PUZZLE FOR PLAYERS by Patrick Quentin

In 1936 the new ‘Inner Sanctum’ imprint from publishers Simon & Schuster was inaugurated with Puzzle for Fools, which not only was the first book published under the new ‘Patrick Quentin’ byline but also served to introduce a new kind of literary detective. Set in Dr Lenz’s mental asylum, we meet alcoholic theatrical producer Peter Duluth while he is undergoing treatment for depression. Unlike the equally hard-drinking Bill Crane, introduced the previous year in Jonathan Latimer’s Murder in the Madhouse (1935), Duluth really is an inmate and not an undercover detective masquerading as one. Duluth was Broadway’s golden boy but after the tragic death of his wife he hit the bottle and his career has gone downhill. Now he is in the sanitarium and in the course of his stay he helps solve a couple of murders; but more importantly he meets fellow patient, Iris Pattison, and the two fall in love. Although a great little book, Puzzle for Fools is not the best in the series, so here I have plumped for the follow-up, which apart from being a superior mystery also has the benefit of having another ‘P’ in the title …

The key to the Duluth series is that Peter and Iris do not see them selves as a pair of sleuths in the Nick and Nora Charles mould (like the Lockridge’s Mrs and Mrs North or Marco Page’s Joel and Garda Glass in Fast Company). They do not in fact really ‘detect’, amass clues or interrogating suspects. Instead they are depicted in a much more grounded and even fairly plausible way as a couple with everyday problems but who none the less occasionally get embroiled in sticky situations.. As the series progressed we would see them marry, separate and eventually reconcile across a series of nine novels. In their final appearance, My Son the Murderer (1954), they become subsidiary characters to the story of Peter’s brother-in-law and his son.
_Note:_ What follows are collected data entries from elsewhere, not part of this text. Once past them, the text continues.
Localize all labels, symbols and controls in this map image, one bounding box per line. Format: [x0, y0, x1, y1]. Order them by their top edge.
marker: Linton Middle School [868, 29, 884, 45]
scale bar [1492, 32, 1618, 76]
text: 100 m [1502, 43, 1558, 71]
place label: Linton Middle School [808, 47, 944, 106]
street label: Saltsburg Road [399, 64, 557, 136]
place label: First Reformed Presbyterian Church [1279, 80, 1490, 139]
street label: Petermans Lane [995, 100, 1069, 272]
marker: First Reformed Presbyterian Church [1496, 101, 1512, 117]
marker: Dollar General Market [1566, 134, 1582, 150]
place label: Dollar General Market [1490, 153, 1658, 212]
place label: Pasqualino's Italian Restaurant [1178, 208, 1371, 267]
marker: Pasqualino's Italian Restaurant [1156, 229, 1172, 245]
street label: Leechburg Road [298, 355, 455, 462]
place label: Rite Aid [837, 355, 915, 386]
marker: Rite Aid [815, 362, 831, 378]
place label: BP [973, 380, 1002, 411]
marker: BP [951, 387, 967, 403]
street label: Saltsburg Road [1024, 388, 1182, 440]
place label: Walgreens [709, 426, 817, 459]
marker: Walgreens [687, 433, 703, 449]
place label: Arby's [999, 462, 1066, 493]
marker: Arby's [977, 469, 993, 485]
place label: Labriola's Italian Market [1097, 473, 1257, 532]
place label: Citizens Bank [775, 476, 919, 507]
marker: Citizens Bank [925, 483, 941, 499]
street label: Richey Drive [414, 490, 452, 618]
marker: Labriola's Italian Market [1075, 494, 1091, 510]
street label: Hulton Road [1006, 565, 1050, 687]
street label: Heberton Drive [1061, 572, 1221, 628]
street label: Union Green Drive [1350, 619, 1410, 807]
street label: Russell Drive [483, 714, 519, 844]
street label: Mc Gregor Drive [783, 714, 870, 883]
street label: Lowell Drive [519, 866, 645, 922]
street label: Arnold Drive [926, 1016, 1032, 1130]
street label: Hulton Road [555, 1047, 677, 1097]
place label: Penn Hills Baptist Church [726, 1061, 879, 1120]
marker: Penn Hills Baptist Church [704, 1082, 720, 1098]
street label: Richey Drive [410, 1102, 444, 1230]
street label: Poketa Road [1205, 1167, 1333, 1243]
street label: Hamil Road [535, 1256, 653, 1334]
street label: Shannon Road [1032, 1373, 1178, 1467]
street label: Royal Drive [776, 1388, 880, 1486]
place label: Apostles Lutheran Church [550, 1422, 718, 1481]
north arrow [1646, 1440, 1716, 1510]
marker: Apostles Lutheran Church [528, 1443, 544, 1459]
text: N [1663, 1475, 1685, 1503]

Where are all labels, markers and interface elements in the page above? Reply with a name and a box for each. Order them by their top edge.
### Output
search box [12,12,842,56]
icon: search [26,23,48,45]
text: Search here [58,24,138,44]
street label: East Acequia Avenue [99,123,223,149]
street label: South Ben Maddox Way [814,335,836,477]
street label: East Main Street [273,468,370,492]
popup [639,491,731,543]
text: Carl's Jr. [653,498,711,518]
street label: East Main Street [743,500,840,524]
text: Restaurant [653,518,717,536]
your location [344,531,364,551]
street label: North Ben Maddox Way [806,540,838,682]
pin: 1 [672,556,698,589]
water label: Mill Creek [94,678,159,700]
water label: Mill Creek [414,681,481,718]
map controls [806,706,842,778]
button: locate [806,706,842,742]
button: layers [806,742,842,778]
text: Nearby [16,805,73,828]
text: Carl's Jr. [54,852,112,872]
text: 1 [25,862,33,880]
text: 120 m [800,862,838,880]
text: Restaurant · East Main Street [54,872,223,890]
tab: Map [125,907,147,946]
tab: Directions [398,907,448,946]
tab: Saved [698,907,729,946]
Following their initial appearance, we pick up the story in Puzzle for Players (1938), with Peter now firmly on the comeback trail, five years after the death of his wife. He plans to make Iris, to whom he is now engaged, a broadway star in a new play for which Dr Lenz is the financial backer. The play, by first time author Henry Prince, is a melodrama set during a flood entitled ‘Troubled Waters’, which predictably enough proves to be all too apt a title. Things immediately get off to a bad start when the production is unceremoniously dumped into the rundown, rat-infested Dragonet theatre, a venue that hasn’t had a hit in years and which is reputedly haunted. This is almost immediately borne out when old-timer Lionel Comstock initially refuses to even enter the venue. Duluth is able to persuade him onto the stage where, in the time-honoured tradition of the theatrical mysteries, there will be as much drama off the stage as on.

In two seconds, Mirabelle had set that dreary theater on fire; it was Bankhead and bitters, Cornell with a kick.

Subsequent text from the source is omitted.